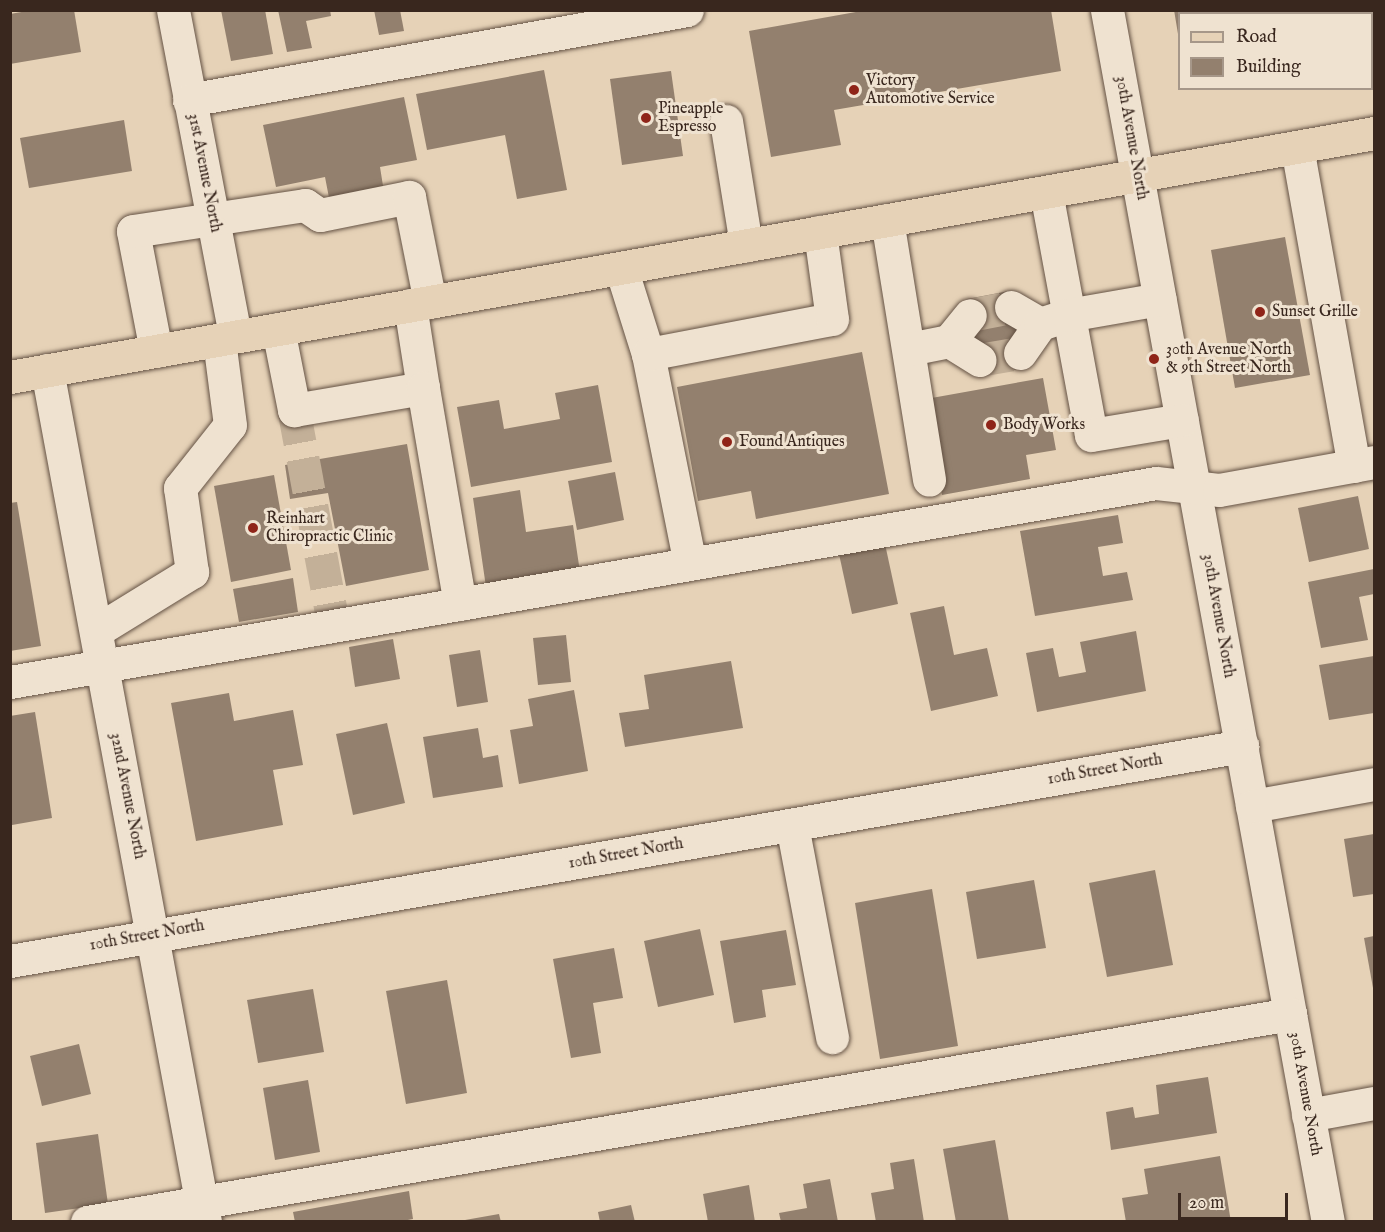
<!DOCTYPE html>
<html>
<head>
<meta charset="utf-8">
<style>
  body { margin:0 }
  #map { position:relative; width:1385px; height:1232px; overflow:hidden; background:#e6d2b7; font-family:"IM FELL English",serif }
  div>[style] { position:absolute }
  .building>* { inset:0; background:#93806e }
  .minor-tunnel>* { height:33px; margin-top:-16.5px; transform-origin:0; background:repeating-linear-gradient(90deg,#c3b098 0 33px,transparent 0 49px) }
  .roads { filter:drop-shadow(0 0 2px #645244) drop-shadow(0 0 2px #645244) }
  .minor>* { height:33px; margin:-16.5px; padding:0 16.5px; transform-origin:16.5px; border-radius:16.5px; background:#efe2d0 }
  .major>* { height:33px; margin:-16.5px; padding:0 16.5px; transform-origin:16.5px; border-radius:16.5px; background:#e6d2b7 }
  .dots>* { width:16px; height:16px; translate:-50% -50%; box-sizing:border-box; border:3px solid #efe2d0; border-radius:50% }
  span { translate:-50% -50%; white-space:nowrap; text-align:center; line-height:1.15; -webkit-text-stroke:6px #efe2d0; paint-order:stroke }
  .poi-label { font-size:16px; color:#39271e }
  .left { translate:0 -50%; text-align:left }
  .street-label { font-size:16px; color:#39271e }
  .frame { position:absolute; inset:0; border:12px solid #39271e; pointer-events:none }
  .legend { position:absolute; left:1178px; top:12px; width:195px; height:78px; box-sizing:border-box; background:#efe2d0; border:2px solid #a69789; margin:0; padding:8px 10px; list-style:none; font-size:18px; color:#39271e }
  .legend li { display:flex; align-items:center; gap:12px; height:30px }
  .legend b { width:30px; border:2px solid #a69789 }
  .scale { position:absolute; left:1178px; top:1193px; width:110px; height:27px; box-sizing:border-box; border:3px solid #39271e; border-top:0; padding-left:8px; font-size:18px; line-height:21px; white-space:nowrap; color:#39271e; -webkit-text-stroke:4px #efe2d0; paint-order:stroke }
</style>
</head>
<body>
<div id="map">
  <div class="building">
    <i style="clip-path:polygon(33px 10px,74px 10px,81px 52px,10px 64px,10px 14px)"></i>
    <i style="clip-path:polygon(221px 10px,265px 10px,273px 54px,231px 61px)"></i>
    <i style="clip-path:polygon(278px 10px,330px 10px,331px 16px,306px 21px,312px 48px,287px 52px)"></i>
    <i style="clip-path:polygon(374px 10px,400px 10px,404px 31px,379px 35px)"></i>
    <i style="clip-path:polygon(867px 10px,1051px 10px,1061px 71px,834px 110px,841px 145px,771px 157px,749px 31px)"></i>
    <i style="clip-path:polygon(1174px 10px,1374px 10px,1374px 35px,1372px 35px,1372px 14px,1180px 14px,1178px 34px)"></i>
    <i style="clip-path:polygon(544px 70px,567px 190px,517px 199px,505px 135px,427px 150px,416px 94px)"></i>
    <i style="clip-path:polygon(671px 71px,683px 156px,622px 165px,610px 79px)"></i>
    <i style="clip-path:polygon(404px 97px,417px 160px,380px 167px,384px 192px,330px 203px,325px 177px,276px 187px,263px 125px)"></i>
    <i style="clip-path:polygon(124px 120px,132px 171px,29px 188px,20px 138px)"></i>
    <i style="clip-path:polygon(1285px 237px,1310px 375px,1235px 388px,1211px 250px)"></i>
    <i style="clip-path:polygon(1009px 291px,1023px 368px,982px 376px,967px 299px)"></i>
    <i style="clip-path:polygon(862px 352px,889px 494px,756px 519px,751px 491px,698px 501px,677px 387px)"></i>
    <i style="clip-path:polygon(1043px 378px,1056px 450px,1026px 455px,1030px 479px,942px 495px,926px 399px)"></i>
    <i style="clip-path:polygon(598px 385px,612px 462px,471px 487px,457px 407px,499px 400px,504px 429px,560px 419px,555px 393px)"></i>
    <i style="clip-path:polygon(407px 444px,429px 570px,346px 586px,328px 493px,290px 499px,285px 465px)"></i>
    <i style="clip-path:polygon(615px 472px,624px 520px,577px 530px,568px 481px)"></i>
    <i style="clip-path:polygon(274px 475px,291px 570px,231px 582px,214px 486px)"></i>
    <i style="clip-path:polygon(520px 490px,526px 532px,573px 525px,580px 572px,486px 587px,473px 498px)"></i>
    <i style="clip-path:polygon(1358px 496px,1369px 549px,1309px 562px,1298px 508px)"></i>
    <i style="clip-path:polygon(17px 502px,41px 646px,10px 651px,10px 503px)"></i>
    <i style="clip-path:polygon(1118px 515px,1123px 543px,1098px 547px,1103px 576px,1127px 572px,1133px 600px,1035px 616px,1020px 531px)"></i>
    <i style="clip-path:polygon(885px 544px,898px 604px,852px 614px,839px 554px)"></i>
    <i style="clip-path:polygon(1374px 569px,1374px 594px,1359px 597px,1368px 640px,1321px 648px,1308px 582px)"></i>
    <i style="clip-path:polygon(293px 578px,298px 612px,239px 622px,233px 589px)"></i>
    <i style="clip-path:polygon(944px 606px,954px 655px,987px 648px,998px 696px,931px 711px,910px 613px)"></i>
    <i style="clip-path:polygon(1136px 631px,1146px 691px,1037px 712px,1026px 653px,1053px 648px,1059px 677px,1086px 672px,1080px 642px)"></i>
    <i style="clip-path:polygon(566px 635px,571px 682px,538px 685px,533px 638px)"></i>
    <i style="clip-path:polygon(393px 639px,400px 679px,355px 687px,349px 647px)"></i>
    <i style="clip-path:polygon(480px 650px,488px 702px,457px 707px,449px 655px)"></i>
    <i style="clip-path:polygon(1374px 656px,1374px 713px,1329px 720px,1319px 665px)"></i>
    <i style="clip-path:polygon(731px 661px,743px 728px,625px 747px,619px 713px,649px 709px,644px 675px)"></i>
    <i style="clip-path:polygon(574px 690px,588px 771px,519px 784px,510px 730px,533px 726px,528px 699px)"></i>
    <i style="clip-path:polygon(229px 693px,234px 721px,293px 710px,303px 765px,273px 770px,283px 825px,196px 841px,171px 703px)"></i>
    <i style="clip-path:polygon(35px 712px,52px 818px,12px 825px,10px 716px)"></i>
    <i style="clip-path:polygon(387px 723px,405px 803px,353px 815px,336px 734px)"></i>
    <i style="clip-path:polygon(478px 728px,483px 758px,498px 755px,503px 787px,433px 798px,423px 737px)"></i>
    <i style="clip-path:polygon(1374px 834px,1374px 894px,1353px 897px,1344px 839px)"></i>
    <i style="clip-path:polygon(1155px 870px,1173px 965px,1107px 977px,1089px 883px)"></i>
    <i style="clip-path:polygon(1034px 880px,1046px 948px,977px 959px,966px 892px)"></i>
    <i style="clip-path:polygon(932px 889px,958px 1046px,880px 1059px,855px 903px)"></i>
    <i style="clip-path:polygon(700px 929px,714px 995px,658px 1007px,644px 941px)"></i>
    <i style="clip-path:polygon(786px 930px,796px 985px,762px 990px,766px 1017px,734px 1023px,720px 941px)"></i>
    <i style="clip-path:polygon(1374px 936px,1374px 988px,1373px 988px,1364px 938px)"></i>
    <i style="clip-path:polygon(614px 948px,623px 998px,593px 1003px,601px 1053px,571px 1058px,553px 959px)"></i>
    <i style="clip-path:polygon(447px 980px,467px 1093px,406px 1104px,386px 991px)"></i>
    <i style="clip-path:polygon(313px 989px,324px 1052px,258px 1063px,247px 1000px)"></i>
    <i style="clip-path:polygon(79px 1044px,91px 1094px,42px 1106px,30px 1056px)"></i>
    <i style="clip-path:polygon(1208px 1077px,1217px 1133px,1111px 1150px,1106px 1112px,1133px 1107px,1135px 1118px,1159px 1114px,1156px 1085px)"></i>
    <i style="clip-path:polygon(308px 1080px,320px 1152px,275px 1160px,263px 1088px)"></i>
    <i style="clip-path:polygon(98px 1134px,108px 1204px,45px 1213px,36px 1143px)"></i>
    <i style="clip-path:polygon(995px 1140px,1009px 1222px,956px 1222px,943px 1149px)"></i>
    <i style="clip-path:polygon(1220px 1156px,1231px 1222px,1126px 1222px,1122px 1198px,1148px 1194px,1144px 1169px)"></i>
    <i style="clip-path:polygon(914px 1159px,924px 1222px,876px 1222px,871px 1193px,894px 1189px,890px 1163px)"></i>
    <i style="clip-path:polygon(830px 1179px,838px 1222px,781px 1222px,779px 1213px,807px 1208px,803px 1184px)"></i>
    <i style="clip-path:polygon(749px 1185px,755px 1222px,708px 1222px,703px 1194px)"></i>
    <i style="clip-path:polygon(409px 1191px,413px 1219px,397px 1222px,295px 1222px,293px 1212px)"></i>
    <i style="clip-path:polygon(631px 1205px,635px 1222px,600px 1222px,598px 1212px)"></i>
    <i style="clip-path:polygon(499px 1214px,501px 1222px,465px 1222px,465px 1220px)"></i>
  </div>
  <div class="minor-tunnel">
    <i style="left:970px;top:315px;width:42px;rotate:-11deg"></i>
    <i style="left:979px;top:360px;width:42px;rotate:-9.7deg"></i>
    <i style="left:294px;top:410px;width:220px;rotate:79.5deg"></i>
  </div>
  <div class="roads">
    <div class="minor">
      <i style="left:173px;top:10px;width:332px;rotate:79.2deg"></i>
      <i style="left:1107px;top:10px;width:1232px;rotate:79.67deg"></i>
      <i style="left:189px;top:100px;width:506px;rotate:-10.24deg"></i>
      <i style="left:726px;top:121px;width:126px;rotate:80.8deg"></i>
      <i style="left:1297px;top:147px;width:324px;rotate:79.9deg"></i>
      <i style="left:1046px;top:192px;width:247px;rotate:79.5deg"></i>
      <i style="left:1091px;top:435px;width:92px;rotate:-9.4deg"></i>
      <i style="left:887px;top:220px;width:263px;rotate:80.8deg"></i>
      <i style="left:621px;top:268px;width:90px;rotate:72.6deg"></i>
      <i style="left:648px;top:354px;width:214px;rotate:78.7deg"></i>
      <i style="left:1011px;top:307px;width:34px;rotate:30deg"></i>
      <i style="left:278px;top:329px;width:83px;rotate:78.8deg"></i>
      <i style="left:294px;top:410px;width:131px;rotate:-9.7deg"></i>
      <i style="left:423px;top:388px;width:84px;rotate:-98.9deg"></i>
      <i style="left:949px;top:341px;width:33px;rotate:-51deg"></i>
      <i style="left:909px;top:349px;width:41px;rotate:-11.3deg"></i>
      <i style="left:949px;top:341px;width:36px;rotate:32deg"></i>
      <i style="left:156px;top:351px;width:122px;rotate:-100.9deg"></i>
      <i style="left:133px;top:231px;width:174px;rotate:-8.6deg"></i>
      <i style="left:305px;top:205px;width:18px;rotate:34deg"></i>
      <i style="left:320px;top:215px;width:91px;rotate:-11.4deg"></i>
      <i style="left:409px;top:197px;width:107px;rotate:78.7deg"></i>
      <i style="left:1020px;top:353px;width:35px;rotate:-55deg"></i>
      <i style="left:1040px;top:324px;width:29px;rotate:-18deg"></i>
      <i style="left:1068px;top:315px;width:93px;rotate:-9.9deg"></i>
      <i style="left:648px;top:354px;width:187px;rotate:-10.8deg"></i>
      <i style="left:832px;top:319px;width:88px;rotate:-97.9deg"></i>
      <i style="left:47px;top:370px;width:867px;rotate:79.49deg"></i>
      <i style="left:423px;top:388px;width:219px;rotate:80.3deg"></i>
      <i style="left:96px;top:631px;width:113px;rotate:-31.6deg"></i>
      <i style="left:192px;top:572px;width:85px;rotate:-98.1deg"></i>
      <i style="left:180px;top:488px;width:80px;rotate:-51.6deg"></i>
      <i style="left:230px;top:425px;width:86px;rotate:-97.4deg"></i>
      <i style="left:10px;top:682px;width:1163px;rotate:-9.85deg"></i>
      <i style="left:1156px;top:483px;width:63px;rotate:6.3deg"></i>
      <i style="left:1219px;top:490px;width:158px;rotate:-10.2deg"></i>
      <i style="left:1252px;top:806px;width:124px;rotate:-10.2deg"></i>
      <i style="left:792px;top:825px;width:216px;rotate:79.3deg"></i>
      <i style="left:10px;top:961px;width:1251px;rotate:-9.9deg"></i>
      <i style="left:1308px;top:1115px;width:67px;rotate:-10.3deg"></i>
      <i style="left:87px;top:1222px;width:1221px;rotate:-9.81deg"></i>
    </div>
    <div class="major">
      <i style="left:10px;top:377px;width:1386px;rotate:-10.14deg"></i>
    </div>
  </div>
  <div class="dots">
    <i style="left:854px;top:90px;background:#8f2418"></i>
    <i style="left:646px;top:118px;background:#8f2418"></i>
    <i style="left:1260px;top:312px;background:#8f2418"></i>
    <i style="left:1154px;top:359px;background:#8f2418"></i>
    <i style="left:991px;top:425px;background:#8f2418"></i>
    <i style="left:727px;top:442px;background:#8f2418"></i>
    <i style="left:253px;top:528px;background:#8f2418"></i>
  </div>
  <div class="poi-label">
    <span class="left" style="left:866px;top:90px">Victory<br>Automotive Service</span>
    <span class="left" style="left:658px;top:118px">Pineapple<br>Espresso</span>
    <span class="left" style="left:1272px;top:312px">Sunset Grille</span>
    <span class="left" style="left:1166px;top:359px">30th Avenue North<br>&amp; 9th Street North</span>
    <span class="left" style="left:1003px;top:425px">Body Works</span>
    <span class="left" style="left:739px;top:442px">Found Antiques</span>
    <span class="left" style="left:266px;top:528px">Reinhart<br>Chiropractic Clinic</span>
  </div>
  <div class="street-label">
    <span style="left:1131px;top:138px;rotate:80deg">30th Avenue North</span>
    <span style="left:204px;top:173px;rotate:79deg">31st Avenue North</span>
    <span style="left:1218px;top:616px;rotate:80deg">30th Avenue North</span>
    <span style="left:1105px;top:770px;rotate:-10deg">10th Street North</span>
    <span style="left:127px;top:796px;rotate:79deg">32nd Avenue North</span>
    <span style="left:626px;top:854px;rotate:-10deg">10th Street North</span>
    <span style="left:147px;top:936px;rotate:-10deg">10th Street North</span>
    <span style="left:1305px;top:1094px;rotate:80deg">30th Avenue North</span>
  </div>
  <div class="frame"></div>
  <ul class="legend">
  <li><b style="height:8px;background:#e6d2b7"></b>Road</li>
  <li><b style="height:16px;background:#93806e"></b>Building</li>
  </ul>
  <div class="scale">20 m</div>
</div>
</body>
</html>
□ □ □ □ □
- TASK ITEM: Pictures stay out; output the lines from the top of the listing above through the line containing "display:flex; align-items:center; gap:12px;", exactly as they stand.

- RESPONSE:
<!DOCTYPE html>
<html>
<head>
<meta charset="utf-8">
<style>
  body { margin:0 }
  #map { position:relative; width:1385px; height:1232px; overflow:hidden; background:#e6d2b7; font-family:"IM FELL English",serif }
  div>[style] { position:absolute }
  .building>* { inset:0; background:#93806e }
  .minor-tunnel>* { height:33px; margin-top:-16.5px; transform-origin:0; background:repeating-linear-gradient(90deg,#c3b098 0 33px,transparent 0 49px) }
  .roads { filter:drop-shadow(0 0 2px #645244) drop-shadow(0 0 2px #645244) }
  .minor>* { height:33px; margin:-16.5px; padding:0 16.5px; transform-origin:16.5px; border-radius:16.5px; background:#efe2d0 }
  .major>* { height:33px; margin:-16.5px; padding:0 16.5px; transform-origin:16.5px; border-radius:16.5px; background:#e6d2b7 }
  .dots>* { width:16px; height:16px; translate:-50% -50%; box-sizing:border-box; border:3px solid #efe2d0; border-radius:50% }
  span { translate:-50% -50%; white-space:nowrap; text-align:center; line-height:1.15; -webkit-text-stroke:6px #efe2d0; paint-order:stroke }
  .poi-label { font-size:16px; color:#39271e }
  .left { translate:0 -50%; text-align:left }
  .street-label { font-size:16px; color:#39271e }
  .frame { position:absolute; inset:0; border:12px solid #39271e; pointer-events:none }
  .legend { position:absolute; left:1178px; top:12px; width:195px; height:78px; box-sizing:border-box; background:#efe2d0; border:2px solid #a69789; margin:0; padding:8px 10px; list-style:none; font-size:18px; color:#39271e }
  .legend li { display:flex; align-items:center; gap:12px; height:30px }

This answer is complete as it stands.